Vitrine
Vitrine f. „Schaukasten, Glasschrank“ wurde in der 2.
Hälfte des 19. Jh.s aus frz. vitrine
f. „Glasschrank, Schaufenster“ übernommen (Pfeifer s.v.; ein alter Beleg in Meyers
Conversationslexicon, 6. Auflage von 1905-1909; http://woerterbuchnetz.de/Meyers/?sigle=Meyers&mode=Vernetzung&lemid=IV02324). Frz. vitrine ist eine Mischbildung aus vitre f. „Glasscheibe,
Fensterscheibe“ (entlehnt < lat. vitrum „Glas“, dessen direkter lautlicher Fortsetzer liegt
vor in frz. verre m. „Glas, Trinkglas“)
mit Anfügung des frz. Suffixes -ine wie in frz. verrine „Gläschen,
Glasbehälter“. Lat. vitrum bezeichnet
nicht nur das Glas, sondern auch die Pflanze Färberwaid (isatis tinctoria);
dabei kann nicht geklärt werden, ob dies eine zufällige Homophonie und somit
ein Zusammenfall ursprungsverschiedener Wörter ist, oder ob eine sekundäre Bedeutungsaufspaltung
aus einem Wort vorliegt, da mit Waid gefärbte Stoffe von einer grünlich-blauen
bis lila-blauen Farbe sind (vgl. auch das ahd. Adjektiv weitīn „(dunkel-)blau“) und antikes Glas oft grünlich oder bläulich
und zuerst auch nicht durchsichtig war.
Bis heute gibt es
für lat. vitrum keine allgemein
anerkannte Etymologie. De Vaan schlägt vor, vitrum auf uridg. *ed-ro- „wasserähnlich, wasserfarbig,
durchsichtig mit der Farbe von Wasser“ zurückzuführen. Diese Herleitung ist lautlich schwierig, da
ein ad-hoc-Wandel von e > i angenommen werden müsste. Ältere
Etymologien sind bei Walde/Hofmann
1938 s.vv. verzeichnet, die allerdings vitrum
„Glas“ von vitrum „Färberwaid“
trennen und das Wort für „Färberwaid“ auf eine zumindest westindogermanische
Wurzel *eit- zurückführen, die in
lat. vitrum (< *it-ro-), ahd. weit, aengl. wád, nengl. woad „Färberwaid“ (< *eito-) vorliegt. Lat. vitrum „Glas“ soll nach Walde/Hofmann
1938 s.v. dagegen eine Entlehnung aus einem germanischen Wort *χwiþra-
„leuchtend, glänzend“ sein, das allerdings nicht bezeugt ist. Fortsetzer derselben
Wurzel mit anderer Wortbildung sind etwa dt. weiß, engl. white.
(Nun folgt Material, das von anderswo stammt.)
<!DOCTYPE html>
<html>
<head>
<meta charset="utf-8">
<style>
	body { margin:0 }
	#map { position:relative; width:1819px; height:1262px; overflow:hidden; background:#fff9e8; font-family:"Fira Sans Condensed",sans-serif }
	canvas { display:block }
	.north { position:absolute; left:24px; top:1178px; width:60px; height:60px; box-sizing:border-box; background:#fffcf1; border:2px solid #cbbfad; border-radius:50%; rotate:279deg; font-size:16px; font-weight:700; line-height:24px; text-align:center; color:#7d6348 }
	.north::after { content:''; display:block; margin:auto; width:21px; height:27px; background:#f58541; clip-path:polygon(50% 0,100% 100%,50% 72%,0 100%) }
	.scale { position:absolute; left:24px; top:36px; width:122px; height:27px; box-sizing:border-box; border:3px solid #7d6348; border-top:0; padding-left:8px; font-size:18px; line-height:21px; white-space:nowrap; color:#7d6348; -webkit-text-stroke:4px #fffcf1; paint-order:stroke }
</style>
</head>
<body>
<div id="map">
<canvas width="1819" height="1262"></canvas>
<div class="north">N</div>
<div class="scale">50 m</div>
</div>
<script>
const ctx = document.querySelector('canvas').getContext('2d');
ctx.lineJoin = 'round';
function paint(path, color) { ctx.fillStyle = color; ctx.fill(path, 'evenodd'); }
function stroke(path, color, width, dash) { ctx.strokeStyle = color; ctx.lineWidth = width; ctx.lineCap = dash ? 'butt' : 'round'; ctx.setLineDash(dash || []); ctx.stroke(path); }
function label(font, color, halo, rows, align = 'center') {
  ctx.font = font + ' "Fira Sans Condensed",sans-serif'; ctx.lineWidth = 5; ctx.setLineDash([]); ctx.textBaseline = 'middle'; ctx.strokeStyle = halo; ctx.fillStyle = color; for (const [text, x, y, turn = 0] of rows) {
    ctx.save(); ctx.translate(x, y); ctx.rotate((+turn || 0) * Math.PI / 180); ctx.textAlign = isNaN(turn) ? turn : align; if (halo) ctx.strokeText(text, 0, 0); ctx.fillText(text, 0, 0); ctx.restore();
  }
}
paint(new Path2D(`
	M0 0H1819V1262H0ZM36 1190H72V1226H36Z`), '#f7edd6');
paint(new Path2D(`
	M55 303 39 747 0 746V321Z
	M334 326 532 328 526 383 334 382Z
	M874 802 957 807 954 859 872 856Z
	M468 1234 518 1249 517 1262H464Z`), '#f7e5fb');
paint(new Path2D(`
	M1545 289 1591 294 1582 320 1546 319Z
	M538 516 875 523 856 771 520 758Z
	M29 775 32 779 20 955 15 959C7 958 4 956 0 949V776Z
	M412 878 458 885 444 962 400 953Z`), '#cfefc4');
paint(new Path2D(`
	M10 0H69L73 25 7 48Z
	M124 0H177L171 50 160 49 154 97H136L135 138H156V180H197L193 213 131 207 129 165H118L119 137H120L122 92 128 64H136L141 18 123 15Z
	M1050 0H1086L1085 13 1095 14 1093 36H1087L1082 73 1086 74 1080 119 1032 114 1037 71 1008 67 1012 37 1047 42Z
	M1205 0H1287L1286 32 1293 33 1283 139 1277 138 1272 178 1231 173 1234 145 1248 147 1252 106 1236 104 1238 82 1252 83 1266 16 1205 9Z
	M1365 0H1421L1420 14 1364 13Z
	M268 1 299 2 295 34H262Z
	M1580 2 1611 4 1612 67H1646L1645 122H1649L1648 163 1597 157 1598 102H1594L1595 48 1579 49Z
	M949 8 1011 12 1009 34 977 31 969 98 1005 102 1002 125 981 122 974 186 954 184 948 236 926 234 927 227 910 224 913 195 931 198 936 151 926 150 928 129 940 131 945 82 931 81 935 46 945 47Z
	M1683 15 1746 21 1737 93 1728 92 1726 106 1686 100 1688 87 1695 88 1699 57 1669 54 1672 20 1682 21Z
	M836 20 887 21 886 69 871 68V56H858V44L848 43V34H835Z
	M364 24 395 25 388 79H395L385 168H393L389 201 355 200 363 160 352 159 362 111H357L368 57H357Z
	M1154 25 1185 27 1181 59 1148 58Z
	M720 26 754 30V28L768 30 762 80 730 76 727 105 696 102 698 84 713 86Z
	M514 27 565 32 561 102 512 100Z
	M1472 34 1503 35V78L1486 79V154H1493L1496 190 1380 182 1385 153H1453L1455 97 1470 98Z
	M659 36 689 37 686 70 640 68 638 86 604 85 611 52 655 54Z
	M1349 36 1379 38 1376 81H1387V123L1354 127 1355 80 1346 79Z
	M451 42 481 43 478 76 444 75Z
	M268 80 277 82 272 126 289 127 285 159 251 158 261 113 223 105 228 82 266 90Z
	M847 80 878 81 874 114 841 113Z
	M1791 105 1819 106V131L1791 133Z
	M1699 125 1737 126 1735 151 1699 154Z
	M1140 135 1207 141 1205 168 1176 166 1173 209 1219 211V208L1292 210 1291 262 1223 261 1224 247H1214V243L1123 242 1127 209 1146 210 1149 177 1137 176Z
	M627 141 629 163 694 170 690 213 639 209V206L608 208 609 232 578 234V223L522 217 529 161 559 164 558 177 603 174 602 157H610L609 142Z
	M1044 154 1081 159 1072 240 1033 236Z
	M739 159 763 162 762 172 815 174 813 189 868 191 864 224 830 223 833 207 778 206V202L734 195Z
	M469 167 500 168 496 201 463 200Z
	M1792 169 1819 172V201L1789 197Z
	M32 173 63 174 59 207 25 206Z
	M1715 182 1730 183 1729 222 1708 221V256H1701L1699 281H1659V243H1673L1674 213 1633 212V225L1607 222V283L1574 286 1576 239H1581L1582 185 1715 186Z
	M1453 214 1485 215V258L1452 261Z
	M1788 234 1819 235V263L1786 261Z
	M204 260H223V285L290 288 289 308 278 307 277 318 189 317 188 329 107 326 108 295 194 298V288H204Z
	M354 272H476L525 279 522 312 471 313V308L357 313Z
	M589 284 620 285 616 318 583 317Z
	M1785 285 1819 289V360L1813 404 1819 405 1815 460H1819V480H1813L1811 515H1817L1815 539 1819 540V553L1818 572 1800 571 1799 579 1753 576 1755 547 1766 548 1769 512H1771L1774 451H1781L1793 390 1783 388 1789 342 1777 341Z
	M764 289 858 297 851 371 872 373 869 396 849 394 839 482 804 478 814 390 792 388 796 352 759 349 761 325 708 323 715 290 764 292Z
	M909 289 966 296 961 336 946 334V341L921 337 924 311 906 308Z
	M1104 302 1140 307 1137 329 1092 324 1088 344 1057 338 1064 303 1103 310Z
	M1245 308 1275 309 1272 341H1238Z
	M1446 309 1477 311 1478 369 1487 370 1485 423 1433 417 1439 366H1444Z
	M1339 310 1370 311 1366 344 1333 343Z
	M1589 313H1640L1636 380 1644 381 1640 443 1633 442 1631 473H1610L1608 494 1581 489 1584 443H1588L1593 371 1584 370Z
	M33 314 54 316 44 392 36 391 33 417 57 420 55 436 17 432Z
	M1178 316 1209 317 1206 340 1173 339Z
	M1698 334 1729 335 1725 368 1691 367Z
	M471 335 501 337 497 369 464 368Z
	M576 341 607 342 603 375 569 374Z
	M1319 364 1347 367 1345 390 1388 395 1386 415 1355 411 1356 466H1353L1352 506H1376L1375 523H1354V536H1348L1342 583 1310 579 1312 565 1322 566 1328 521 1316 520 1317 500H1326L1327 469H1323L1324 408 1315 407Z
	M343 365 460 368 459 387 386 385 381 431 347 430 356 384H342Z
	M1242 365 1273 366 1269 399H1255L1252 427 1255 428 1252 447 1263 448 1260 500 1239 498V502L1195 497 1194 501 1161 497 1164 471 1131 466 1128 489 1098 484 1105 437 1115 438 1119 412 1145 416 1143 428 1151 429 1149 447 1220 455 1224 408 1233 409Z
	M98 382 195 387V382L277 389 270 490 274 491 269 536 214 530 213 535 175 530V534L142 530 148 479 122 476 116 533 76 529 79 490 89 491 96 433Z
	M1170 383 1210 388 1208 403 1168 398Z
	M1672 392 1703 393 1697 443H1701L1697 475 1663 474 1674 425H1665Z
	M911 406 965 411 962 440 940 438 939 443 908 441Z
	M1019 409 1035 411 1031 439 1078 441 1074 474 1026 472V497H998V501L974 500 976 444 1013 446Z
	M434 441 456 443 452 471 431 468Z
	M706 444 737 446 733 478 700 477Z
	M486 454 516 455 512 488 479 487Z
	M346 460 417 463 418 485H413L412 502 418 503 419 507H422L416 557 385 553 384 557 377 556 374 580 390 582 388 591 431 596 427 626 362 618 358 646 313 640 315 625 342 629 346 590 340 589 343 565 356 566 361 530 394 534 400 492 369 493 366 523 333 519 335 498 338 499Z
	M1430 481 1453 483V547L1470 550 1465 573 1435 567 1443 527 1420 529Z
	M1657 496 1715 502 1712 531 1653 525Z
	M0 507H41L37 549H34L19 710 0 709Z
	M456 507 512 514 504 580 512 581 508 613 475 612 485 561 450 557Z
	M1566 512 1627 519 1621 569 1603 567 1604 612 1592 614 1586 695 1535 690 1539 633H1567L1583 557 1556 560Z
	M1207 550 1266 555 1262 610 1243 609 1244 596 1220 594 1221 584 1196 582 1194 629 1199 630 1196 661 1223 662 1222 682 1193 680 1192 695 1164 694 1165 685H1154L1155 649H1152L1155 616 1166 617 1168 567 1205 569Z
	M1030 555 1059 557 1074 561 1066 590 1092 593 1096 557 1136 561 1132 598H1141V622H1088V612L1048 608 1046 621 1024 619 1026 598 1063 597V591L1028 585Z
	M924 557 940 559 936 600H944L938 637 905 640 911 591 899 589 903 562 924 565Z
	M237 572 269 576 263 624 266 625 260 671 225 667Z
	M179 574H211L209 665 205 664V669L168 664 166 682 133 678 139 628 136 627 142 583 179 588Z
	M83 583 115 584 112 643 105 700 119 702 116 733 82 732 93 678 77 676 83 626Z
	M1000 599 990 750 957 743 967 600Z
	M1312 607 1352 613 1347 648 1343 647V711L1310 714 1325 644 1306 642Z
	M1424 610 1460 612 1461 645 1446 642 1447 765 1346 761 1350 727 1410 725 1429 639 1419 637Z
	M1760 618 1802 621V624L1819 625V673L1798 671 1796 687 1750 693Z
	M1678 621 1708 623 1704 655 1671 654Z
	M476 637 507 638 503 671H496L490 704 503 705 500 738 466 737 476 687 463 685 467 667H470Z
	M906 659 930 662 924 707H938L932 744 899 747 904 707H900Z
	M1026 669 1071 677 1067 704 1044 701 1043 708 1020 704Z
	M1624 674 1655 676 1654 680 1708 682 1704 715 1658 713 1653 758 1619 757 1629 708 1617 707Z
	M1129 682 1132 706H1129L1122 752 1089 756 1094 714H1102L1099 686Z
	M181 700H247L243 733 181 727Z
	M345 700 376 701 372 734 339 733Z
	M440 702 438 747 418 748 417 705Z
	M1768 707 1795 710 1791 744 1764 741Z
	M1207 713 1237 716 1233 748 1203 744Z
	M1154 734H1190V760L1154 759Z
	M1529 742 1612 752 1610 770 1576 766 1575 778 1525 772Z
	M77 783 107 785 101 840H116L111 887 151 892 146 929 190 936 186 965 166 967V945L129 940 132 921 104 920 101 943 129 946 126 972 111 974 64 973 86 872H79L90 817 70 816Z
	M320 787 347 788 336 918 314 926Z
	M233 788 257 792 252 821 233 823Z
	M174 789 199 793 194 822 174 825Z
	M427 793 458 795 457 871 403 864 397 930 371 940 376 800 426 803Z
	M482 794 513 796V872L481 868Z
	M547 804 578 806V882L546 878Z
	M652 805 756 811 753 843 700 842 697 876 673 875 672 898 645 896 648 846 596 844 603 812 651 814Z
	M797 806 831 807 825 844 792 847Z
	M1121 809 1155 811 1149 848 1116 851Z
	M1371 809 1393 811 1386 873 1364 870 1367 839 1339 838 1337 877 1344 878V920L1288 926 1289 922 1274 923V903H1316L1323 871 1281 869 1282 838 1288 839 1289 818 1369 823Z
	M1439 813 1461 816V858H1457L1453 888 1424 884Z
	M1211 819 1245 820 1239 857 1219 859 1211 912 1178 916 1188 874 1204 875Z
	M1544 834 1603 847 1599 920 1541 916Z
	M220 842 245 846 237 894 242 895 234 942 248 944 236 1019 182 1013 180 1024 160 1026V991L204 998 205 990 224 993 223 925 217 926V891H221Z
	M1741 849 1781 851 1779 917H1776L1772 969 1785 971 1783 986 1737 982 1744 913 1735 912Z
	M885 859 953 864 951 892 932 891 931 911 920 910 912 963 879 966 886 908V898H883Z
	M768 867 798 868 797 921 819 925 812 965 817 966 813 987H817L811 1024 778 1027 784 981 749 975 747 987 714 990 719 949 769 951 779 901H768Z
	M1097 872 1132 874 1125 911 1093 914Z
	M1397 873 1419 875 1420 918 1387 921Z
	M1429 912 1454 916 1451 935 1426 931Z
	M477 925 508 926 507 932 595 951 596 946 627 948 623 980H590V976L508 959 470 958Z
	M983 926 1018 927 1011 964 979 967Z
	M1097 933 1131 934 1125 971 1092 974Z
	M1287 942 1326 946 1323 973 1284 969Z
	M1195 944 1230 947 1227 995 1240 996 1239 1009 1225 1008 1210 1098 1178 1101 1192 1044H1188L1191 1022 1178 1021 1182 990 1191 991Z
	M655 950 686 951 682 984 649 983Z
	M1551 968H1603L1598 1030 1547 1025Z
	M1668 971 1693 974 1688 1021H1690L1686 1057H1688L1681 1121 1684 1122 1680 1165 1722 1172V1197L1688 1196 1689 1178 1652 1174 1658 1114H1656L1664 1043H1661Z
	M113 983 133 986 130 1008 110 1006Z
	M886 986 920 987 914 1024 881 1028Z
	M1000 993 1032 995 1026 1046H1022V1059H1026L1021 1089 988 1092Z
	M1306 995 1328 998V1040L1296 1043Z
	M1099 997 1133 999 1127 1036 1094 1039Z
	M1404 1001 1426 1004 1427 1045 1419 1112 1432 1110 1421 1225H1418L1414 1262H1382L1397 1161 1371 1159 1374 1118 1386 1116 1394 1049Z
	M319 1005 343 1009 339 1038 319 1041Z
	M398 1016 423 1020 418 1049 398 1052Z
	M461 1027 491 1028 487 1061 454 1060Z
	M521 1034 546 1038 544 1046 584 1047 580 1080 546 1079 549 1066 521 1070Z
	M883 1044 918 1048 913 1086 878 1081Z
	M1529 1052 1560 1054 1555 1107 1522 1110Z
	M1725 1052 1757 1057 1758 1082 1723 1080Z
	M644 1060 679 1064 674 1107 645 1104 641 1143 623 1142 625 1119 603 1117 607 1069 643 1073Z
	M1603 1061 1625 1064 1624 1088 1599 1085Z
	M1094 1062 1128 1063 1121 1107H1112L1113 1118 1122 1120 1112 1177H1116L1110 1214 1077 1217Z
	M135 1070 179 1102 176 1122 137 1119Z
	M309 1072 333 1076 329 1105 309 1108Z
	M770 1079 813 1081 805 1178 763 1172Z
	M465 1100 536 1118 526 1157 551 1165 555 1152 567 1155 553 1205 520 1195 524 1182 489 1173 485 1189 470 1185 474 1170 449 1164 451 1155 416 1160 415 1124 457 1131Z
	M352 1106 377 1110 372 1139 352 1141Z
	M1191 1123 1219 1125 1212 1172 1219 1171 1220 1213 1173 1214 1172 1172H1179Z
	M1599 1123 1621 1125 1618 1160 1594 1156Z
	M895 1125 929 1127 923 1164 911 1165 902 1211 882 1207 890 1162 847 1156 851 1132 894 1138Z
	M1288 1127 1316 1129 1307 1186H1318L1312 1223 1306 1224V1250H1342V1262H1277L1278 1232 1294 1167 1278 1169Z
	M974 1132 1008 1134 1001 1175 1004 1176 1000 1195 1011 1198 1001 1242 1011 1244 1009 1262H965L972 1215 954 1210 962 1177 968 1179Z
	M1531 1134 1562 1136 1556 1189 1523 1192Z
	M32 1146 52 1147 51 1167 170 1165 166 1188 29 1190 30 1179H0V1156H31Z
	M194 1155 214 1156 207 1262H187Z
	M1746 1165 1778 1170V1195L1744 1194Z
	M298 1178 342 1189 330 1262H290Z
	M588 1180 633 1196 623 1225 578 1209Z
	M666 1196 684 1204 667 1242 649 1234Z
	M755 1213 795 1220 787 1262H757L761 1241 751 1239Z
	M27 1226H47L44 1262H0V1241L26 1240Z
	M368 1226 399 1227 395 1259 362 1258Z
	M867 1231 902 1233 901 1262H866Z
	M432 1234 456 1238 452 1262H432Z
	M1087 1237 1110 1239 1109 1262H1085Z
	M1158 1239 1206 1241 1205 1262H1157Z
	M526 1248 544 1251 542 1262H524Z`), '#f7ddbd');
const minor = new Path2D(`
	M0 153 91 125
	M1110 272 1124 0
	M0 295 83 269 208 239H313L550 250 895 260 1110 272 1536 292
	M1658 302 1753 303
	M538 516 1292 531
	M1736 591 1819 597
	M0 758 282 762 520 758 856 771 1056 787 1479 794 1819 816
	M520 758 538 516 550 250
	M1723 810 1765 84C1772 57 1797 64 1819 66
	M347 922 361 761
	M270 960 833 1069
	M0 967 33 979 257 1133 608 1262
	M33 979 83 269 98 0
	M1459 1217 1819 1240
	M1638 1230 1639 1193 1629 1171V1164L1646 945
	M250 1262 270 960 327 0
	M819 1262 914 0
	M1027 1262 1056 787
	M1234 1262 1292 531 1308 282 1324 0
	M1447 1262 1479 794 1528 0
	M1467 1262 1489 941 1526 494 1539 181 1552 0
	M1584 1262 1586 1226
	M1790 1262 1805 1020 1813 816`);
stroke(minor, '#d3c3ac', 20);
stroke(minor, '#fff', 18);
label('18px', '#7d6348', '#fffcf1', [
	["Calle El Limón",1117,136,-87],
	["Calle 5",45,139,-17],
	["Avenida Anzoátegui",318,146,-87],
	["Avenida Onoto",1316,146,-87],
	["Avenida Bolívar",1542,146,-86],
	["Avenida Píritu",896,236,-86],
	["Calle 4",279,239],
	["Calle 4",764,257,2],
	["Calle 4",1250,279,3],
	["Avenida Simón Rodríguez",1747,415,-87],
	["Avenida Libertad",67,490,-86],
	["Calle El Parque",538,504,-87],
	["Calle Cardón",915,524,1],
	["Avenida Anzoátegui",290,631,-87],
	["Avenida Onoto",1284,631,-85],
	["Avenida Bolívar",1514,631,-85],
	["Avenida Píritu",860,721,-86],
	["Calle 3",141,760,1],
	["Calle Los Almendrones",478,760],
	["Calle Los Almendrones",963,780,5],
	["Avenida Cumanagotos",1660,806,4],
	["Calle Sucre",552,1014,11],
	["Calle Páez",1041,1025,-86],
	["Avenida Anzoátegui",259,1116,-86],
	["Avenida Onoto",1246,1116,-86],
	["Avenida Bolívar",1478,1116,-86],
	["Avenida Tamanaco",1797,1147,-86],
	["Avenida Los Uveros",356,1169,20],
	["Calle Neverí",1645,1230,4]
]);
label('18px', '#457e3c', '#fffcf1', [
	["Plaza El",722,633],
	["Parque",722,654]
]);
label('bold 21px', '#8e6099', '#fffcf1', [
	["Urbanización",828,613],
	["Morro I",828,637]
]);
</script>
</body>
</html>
Aus diesen sowie sachgeschichtlichen Gründen wird hier jedoch eine
andere Etymologie vorgeschlagen:
Künstliches
Glas wurde erstmals im Nahen Osten hergestellt; das älteste bisher gefundene,
sicher datierbare Glasgefäß stammt aus der Zeit Thutmosis III (Mitte 15. Jh. v.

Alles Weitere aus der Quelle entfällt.